### What you need to do
Write out the data that follows exactly, keeping every picture out.

### Exercise input

▽

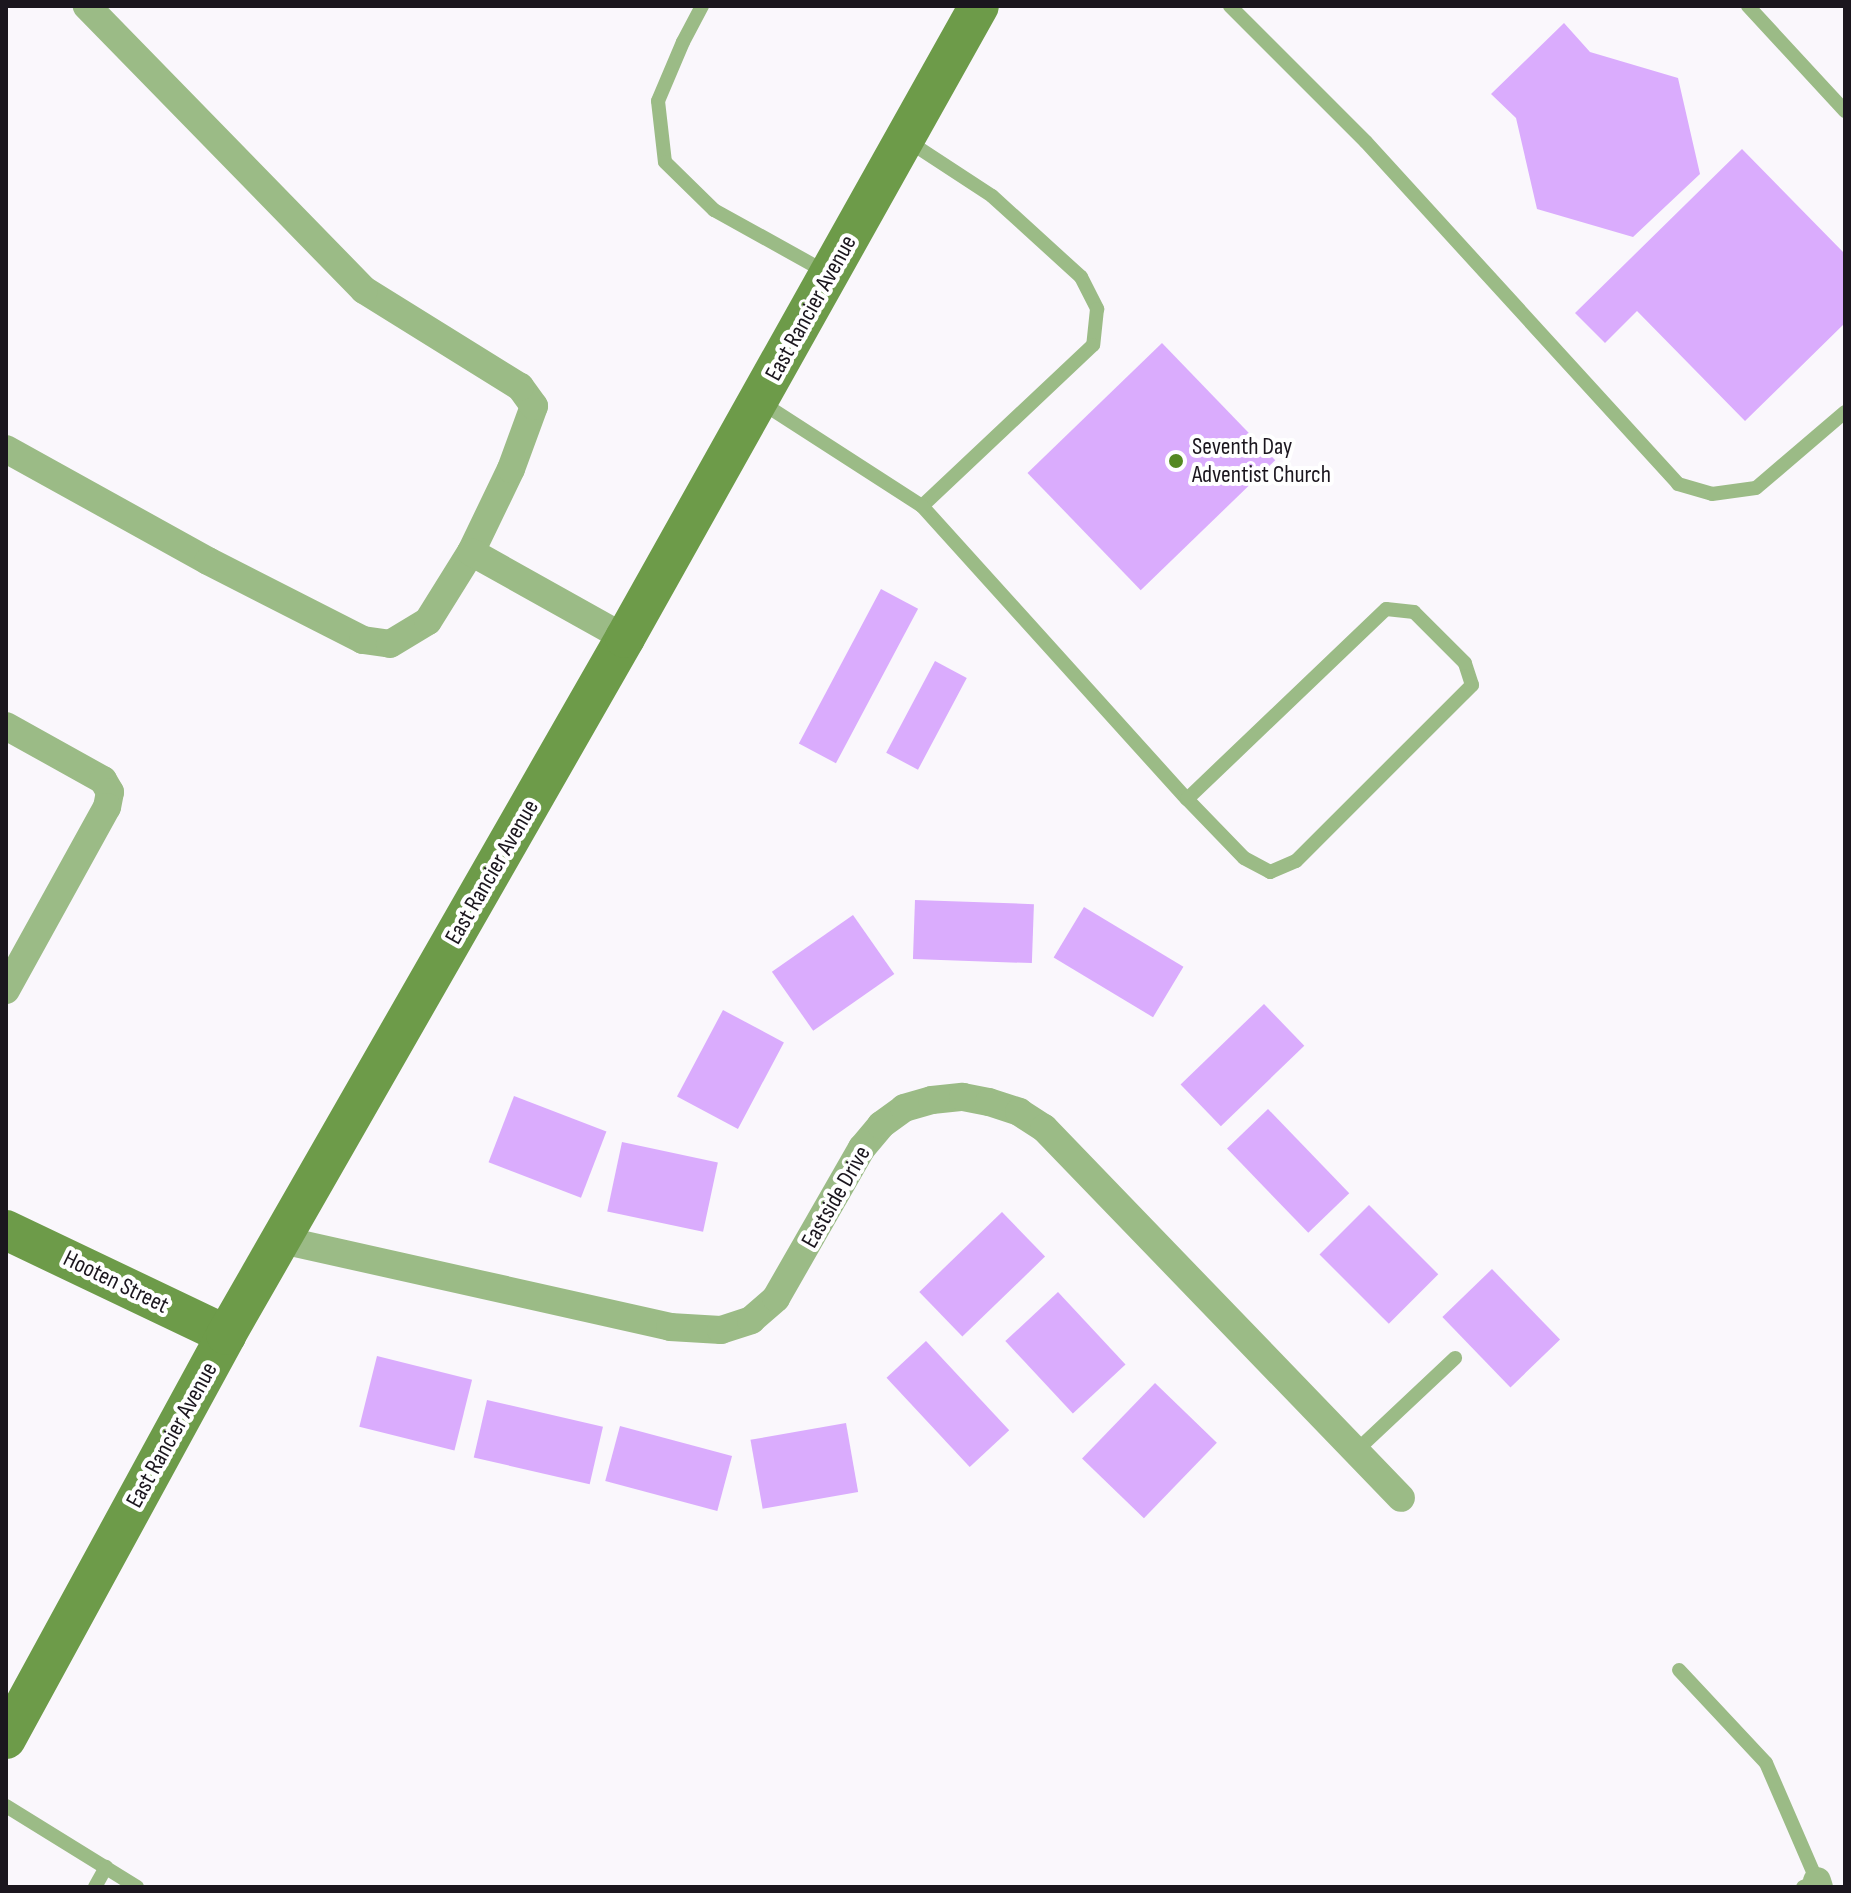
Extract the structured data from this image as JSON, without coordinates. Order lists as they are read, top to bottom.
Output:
{
  "streets": {
    "main road": ["East Rancier Avenue", "Hooten Street"],
    "street": ["Eastside Drive"]
  },
  "crossings": [
    ["East Rancier Avenue", "Eastside Drive"],
    ["East Rancier Avenue", "Hooten Street"]
  ],
  "places": ["Seventh Day Adventist Church"]
}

△

### Solution for this exercise
Extract the structured data from this image as JSON, without coordinates. Order lists as they are read, top to bottom.
Output:
{
  "streets": {
    "main road": ["East Rancier Avenue", "Hooten Street"],
    "street": ["Eastside Drive"]
  },
  "crossings": [
    ["East Rancier Avenue", "Eastside Drive"],
    ["East Rancier Avenue", "Hooten Street"]
  ],
  "places": ["Seventh Day Adventist Church"]
}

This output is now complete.